All these steps are in alignment with the principle to raise the profile of surveillance as a tool for the public good. The steps are suggested as a continuous cycle rather than a sequential process.
Let me make it simple for you to understand.
1. We shall establish a governance framework that is inclusive of political, policy, technical, and managerial leadership at the national and state level.
2. Identify broad disease categories that will be included under Public Health Surveillance.
3. Enhance surveillance of non-communicable diseases prioritize diseases that can be targeted for elimination as a public health problem, on a regular basis.
4. Improve core support functions and surveillance at all levels – national, state, district, and block.
5. Establish mechanisms to streamline data sharing, capture, analysis, and dissemination for action. Innovation will get automatically encouraged as a matter of priority for survival itself.
Having ventured to learn a lot about the above document for 2035, let us learn the names of a few diseases under Integrated Disease Surveillance Program as given as under:
One often hears Indian Council of Medical Research which also plays a major role in vaccine for COVID-19. What is its role? Can we summarize some of them?
Page 69 leads us to full information.
Though I have tried to give below some of its noble functions, one who is serious can easily refer to the original list on page 69. (My list is a reproduction from the said page only)
The ICMR’s contribution in understanding various diseases of national importance such as malaria, Japanese Encephalitis, tuberculosis, AIDS, Kala-azar, Filariasis, Leprosy and Poliomyelitis is remarkable.
Additionally, ICMR has made extensive contributions in the areas of nutrition, reproduction and maternal and child health, occupational and environmental health with research complementing health systems. The ICMR has a regional network of 26 institutes.
They are involved in the evaluation of new drugs, insecticides, vaccines, devices, diagnostic kits. Additionally, they play a key role in interventions for all diseases of national health priority along with neglected and regional diseases.
ICMR has linked 106 viral research laboratories, which are used for lab testing in epidemic outbreaks and is involved in mathematical modelling for Malaria and Dengue in North East. Point-of-Care devices are being piloted for Leptospirosis.

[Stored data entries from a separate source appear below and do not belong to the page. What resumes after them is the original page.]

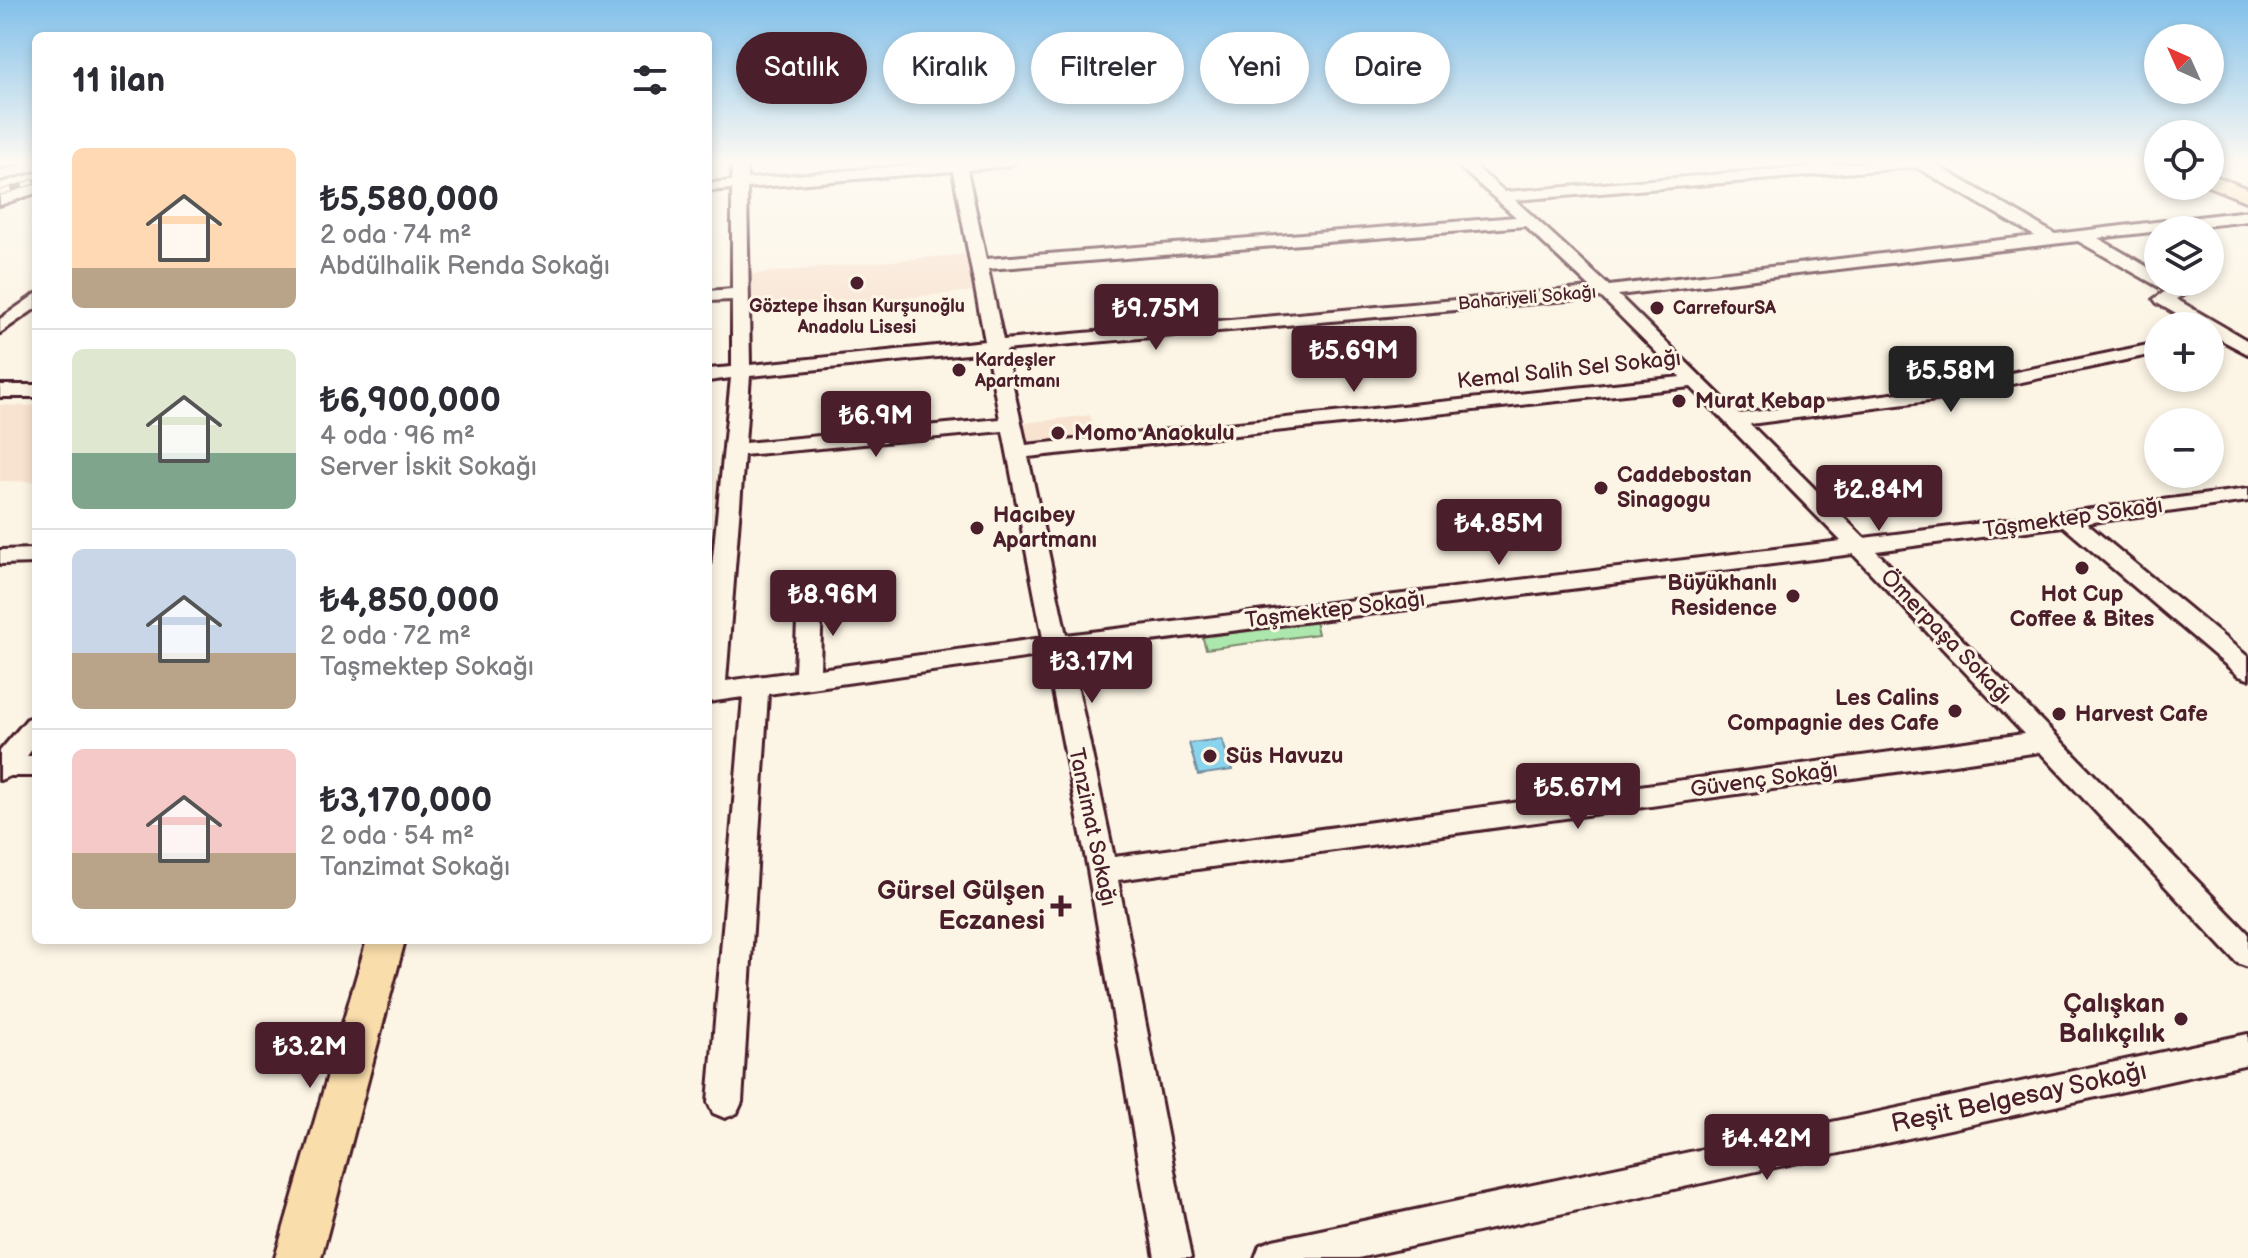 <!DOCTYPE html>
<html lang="tr">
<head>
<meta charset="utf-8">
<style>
  body { margin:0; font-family:"Balsamiq Sans",sans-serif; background:#f2f2f3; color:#2b2b33; height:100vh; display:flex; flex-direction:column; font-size:30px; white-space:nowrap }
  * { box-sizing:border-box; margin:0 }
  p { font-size:26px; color:#7c7c81 }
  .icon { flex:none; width:44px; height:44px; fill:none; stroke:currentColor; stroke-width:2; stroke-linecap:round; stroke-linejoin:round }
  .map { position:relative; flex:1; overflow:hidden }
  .details { position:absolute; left:32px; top:32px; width:680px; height:912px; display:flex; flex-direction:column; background:#fff; border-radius:12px; box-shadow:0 4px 12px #0003 }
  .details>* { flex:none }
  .hud { position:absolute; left:736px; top:32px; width:760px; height:72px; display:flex; gap:16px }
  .needle { width:52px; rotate:315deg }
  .controls { position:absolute; left:2144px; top:24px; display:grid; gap:16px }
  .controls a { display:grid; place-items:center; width:80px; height:80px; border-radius:50%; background:#fff; box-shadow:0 4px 12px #0003; font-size:40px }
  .price { position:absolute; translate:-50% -68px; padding:0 18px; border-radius:8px; background:#4a1f2b; color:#fff; font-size:26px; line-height:52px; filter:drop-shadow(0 2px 4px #0008) }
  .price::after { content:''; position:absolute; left:50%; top:48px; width:24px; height:18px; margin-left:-12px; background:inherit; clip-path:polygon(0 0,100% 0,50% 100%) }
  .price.current { background:#222; color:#fff }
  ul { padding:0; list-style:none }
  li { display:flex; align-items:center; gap:24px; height:200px; padding:0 40px }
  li+li { border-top:2px solid #e1e1e2 }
  li span { display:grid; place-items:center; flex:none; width:224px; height:160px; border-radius:12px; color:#555 }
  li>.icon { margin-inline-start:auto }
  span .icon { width:96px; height:96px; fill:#fffc; stroke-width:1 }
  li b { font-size:34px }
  h2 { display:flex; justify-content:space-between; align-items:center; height:96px; padding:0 40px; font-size:34px }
  .pill { padding:0 28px; border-radius:36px; background:#fff; box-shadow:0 4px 12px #0003; font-size:28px; line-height:72px }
  .pill.current { background:#4a1f2b; color:#fff }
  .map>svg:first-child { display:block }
  .built { fill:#f8e3d1 }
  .green { fill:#ace8ad; stroke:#7b846c; stroke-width:2 }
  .water { fill:#8ad3ec; stroke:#708b9f; stroke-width:2 }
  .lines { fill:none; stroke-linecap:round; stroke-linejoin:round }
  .minor-casing { stroke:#4a1f2b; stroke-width:6 }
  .major-casing { stroke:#4a1f2b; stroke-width:6 }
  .minor { fill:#fcf5e5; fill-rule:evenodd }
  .major { fill:#f9ddab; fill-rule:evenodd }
  .rail-casing { stroke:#4a1f2b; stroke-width:6 }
  .rail { stroke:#fcf5e5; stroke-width:4; stroke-dasharray:12; stroke-linecap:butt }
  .poi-dot { fill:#4a1f2b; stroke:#fcf5e5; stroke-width:3 }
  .labels { text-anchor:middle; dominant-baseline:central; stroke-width:6; stroke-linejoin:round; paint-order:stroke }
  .far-street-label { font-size:18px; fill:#4a1f2b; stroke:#fcf5e5 }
  .far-poi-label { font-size:18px; font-weight:bold; fill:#4a1f2b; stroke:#fcf5e5; text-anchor:start }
  .street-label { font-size:22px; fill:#4a1f2b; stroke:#fcf5e5 }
  .poi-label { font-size:22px; font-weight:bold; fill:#4a1f2b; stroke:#fcf5e5; text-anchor:start }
  .near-poi-label { font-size:26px; font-weight:bold; fill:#4a1f2b; stroke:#fcf5e5; text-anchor:end }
  .near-street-label { font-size:26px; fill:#4a1f2b; stroke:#fcf5e5 }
</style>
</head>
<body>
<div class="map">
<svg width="2248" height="1258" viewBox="0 0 2248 1258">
  <rect width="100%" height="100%" fill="#fcf5e5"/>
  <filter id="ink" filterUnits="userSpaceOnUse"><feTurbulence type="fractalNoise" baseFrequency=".0125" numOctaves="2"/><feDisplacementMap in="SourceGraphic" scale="16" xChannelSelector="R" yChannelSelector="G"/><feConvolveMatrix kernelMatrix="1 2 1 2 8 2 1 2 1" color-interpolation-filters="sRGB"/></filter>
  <g filter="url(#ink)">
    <path class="built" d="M966 254 974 291 741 314V275Z
      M0 405 36 406V482L0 481Z
      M1090 415 1099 441 1024 449 1017 424Z"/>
    <path class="green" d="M1314 617 1318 634 1206 649 1201 632Z"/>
    <path class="water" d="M1222 739 1232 770 1198 775 1189 743Z"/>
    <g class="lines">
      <g class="minor-casing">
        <path id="minor" d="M30 162H36V170L0 180V171Z
          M732 162H746L747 179 951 162H1015L1008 166 967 170 986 259 1516 217 1454 162H1470L1505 192 1868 162H1931L2055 234 2248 211V221L2098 238 2158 273V282C2170 282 2180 282 2188 292L2176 299 2248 341V354L2210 334V326H2197L2157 303 2154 299 2166 291 2078 241 1618 295 1739 414 1937 388 2158 343V353L1937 400 1750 424 1864 538 2248 489V501L2086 523 2248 657V679L2239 676 2063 526 1876 551 2248 933V967L2237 963 2040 752 1118 880 1191 1258H1155L1088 870 1046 655 768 694 742 1102 737 1113 725 1118 713 1113 708 1102 743 697 708 702V607L731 378 708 381V369L732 367V300L708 301V291L732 289V189L708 191V183L732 181ZM1916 167 2035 236 1609 286 1515 200ZM953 171 985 341 750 365 747 188ZM1525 226 1591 288 1003 340 988 269ZM1601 297 1681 377 1026 445 1005 350ZM987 352 1000 419 745 443 750 376ZM1691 387 1841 541 1066 635 1028 457ZM1003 431 1043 638 820 669 822 594 818 589H802L798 594 795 672 726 681 744 455ZM1853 554 2024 734 1114 857 1070 651Z
          M36 184V193L0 205V195Z
          M36 294V308L0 333V319Z
          M0 385H36V397H0Z
          M36 549V563L0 564V550Z
          M36 716V744L27 756H36V776H10L0 780V751L27 719Z
          M2248 1034V1064L1358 1258H1255L1260 1245 1273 1240Z"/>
      </g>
      <g class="major-casing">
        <path id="major" d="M2210 174 2248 189V202L2208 186Z
          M367 940H405L321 1258H275Z"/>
      </g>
      <use href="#minor" class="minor"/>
      <use href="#major" class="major"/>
      <g class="rail-casing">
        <path id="rail" d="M0 193 36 181"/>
      </g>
      <use href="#rail" class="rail"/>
    </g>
  </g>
  <linearGradient id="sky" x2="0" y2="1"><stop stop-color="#82c0ea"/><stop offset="0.48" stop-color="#fefaf3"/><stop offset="1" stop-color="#fefaf3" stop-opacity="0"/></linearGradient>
  <rect width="2248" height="338" fill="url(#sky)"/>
  <g class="poi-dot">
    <circle cx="857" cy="283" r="8"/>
    <circle cx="1657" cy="308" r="8"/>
    <circle cx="959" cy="370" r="8"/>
    <circle cx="1679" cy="401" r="8"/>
    <circle cx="1058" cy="433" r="8"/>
    <circle cx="1601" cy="488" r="8"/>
    <circle cx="977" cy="528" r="8"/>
    <circle cx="2082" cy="568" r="8"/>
    <circle cx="1793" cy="596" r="8"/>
    <circle cx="1955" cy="711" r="8"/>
    <circle cx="2059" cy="714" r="8"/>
    <circle cx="1210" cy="756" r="8"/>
    <path d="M1057 894h8v8h8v8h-8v8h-8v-8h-8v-8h8z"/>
    <circle cx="2181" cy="1019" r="8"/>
  </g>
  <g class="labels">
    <g class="far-street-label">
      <text transform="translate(1527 298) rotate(-5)">Bahariyeli Sokağı</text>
    </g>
    <g class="far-poi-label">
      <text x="857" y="306" text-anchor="middle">Göztepe İhsan Kurşunoğlu<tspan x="857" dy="21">Anadolu Lisesi</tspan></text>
      <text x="1673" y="308">CarrefourSA</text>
      <text x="975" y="360">Kardeşler<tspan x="975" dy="21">Apartmanı</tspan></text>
    </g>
    <g class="street-label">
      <text transform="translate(1569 370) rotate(-6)">Kemal Salih Sel Sokağı</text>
      <text transform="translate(2073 518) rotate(-8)">Taşmektep Sokağı</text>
      <text transform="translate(1335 610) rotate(-7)">Taşmektep Sokağı</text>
      <text transform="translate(1946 637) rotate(46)">Ömerpaşa Sokağı</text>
      <text transform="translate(1764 780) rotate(-8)">Güvenç Sokağı</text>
      <text transform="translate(1092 827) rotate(78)">Tanzimat Sokağı</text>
    </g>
    <g class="poi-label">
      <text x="1695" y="401">Murat Kebap</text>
      <text x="1074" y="433">Momo Anaokulu</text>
      <text x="1617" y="475">Caddebostan<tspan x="1617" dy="25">Sinagogu</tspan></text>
      <text x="993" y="515">Hacıbey<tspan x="993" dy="25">Apartmanı</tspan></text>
      <text x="1777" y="583" text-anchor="end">Büyükhanlı<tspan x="1777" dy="25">Residence</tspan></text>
      <text x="2082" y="594" text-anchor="middle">Hot Cup<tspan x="2082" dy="25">Coffee &amp; Bites</tspan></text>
      <text x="1939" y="698" text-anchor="end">Les Calins<tspan x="1939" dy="25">Compagnie des Cafe</tspan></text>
      <text x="2075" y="714">Harvest Cafe</text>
      <text x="1226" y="756">Süs Havuzu</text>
    </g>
    <g class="near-poi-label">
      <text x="1045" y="891">Gürsel Gülşen<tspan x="1045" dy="30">Eczanesi</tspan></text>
      <text x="2165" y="1004">Çalışkan<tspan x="2165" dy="30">Balıkçılık</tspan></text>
    </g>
    <g class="near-street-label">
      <text transform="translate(2019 1098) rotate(-12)">Reşit Belgesay Sokağı</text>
    </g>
  </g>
</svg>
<div class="controls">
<a><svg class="needle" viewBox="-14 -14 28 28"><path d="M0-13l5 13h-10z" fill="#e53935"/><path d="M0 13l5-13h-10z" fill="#7c7c81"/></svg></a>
<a><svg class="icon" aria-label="locate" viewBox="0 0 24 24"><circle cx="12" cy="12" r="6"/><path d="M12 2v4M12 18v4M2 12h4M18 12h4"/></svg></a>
<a><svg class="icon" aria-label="layers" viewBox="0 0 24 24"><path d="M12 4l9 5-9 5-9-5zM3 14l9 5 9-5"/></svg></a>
<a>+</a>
<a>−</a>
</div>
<b class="price" style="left:1156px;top:352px">₺9.75M</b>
<b class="price" style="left:1354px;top:394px">₺5.69M</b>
<b class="price current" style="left:1951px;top:414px">₺5.58M</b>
<b class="price" style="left:876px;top:459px">₺6.9M</b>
<b class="price" style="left:1879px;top:533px">₺2.84M</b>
<b class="price" style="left:1499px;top:567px">₺4.85M</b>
<b class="price" style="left:833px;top:638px">₺8.96M</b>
<b class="price" style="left:1092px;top:705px">₺3.17M</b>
<b class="price" style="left:1578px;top:831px">₺5.67M</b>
<b class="price" style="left:310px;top:1090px">₺3.2M</b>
<b class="price" style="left:1767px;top:1182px">₺4.42M</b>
<div class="hud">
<a class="pill current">Satılık</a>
<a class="pill">Kiralık</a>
<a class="pill">Filtreler</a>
<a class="pill">Yeni</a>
<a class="pill">Daire</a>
</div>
<section class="details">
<h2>11 ilan<svg class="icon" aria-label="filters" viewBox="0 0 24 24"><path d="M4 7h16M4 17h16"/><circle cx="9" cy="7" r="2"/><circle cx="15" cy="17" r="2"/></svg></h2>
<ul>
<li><span style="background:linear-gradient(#ffd9b3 75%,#b9a48a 0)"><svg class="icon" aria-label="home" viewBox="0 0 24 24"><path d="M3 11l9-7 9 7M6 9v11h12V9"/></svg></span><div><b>₺5,580,000</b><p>2 oda · 74 m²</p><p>Abdülhalik Renda Sokağı</p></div></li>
<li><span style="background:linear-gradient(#dfe7d0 65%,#7fa58c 0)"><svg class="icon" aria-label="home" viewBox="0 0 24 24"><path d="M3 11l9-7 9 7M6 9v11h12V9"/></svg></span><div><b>₺6,900,000</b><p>4 oda · 96 m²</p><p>Server İskit Sokağı</p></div></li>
<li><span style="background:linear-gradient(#c9d6e8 65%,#b9a48a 0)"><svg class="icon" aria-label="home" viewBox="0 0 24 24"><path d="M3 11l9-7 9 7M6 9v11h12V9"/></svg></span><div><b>₺4,850,000</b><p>2 oda · 72 m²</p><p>Taşmektep Sokağı</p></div></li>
<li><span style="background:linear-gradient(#f6c9c9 65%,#b9a48a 0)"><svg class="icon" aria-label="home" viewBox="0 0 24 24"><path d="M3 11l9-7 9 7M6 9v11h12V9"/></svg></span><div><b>₺3,170,000</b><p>2 oda · 54 m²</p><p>Tanzimat Sokağı</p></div></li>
</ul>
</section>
</div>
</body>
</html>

You have been given a bird’s view of the vast document of 76 pages with 4 list of tables and 14 list of figures. Any economic student, analyst of Indian future in medical field from any angle, or vast medical establishments who want to establish its foot hold in India, and the most promising economic giant in the world would find the document prepared by NITI Aayog the most authentic guide for planning, establishing or flourishing of business in medical field. With a curious list of vast number of its citizen in both the younger as well as senior categories of population, India offers a very long of its coming years as a golden period for development in modern medicine. The huge investments in medicine will also help India to grow economically as well as socially as a modern nation with its best medical care for its citizen, not to forget the millions from poorer countries who visit India for medicinal nirvana. Even yesterday, one traveler from Afghanistan reminded me this fact.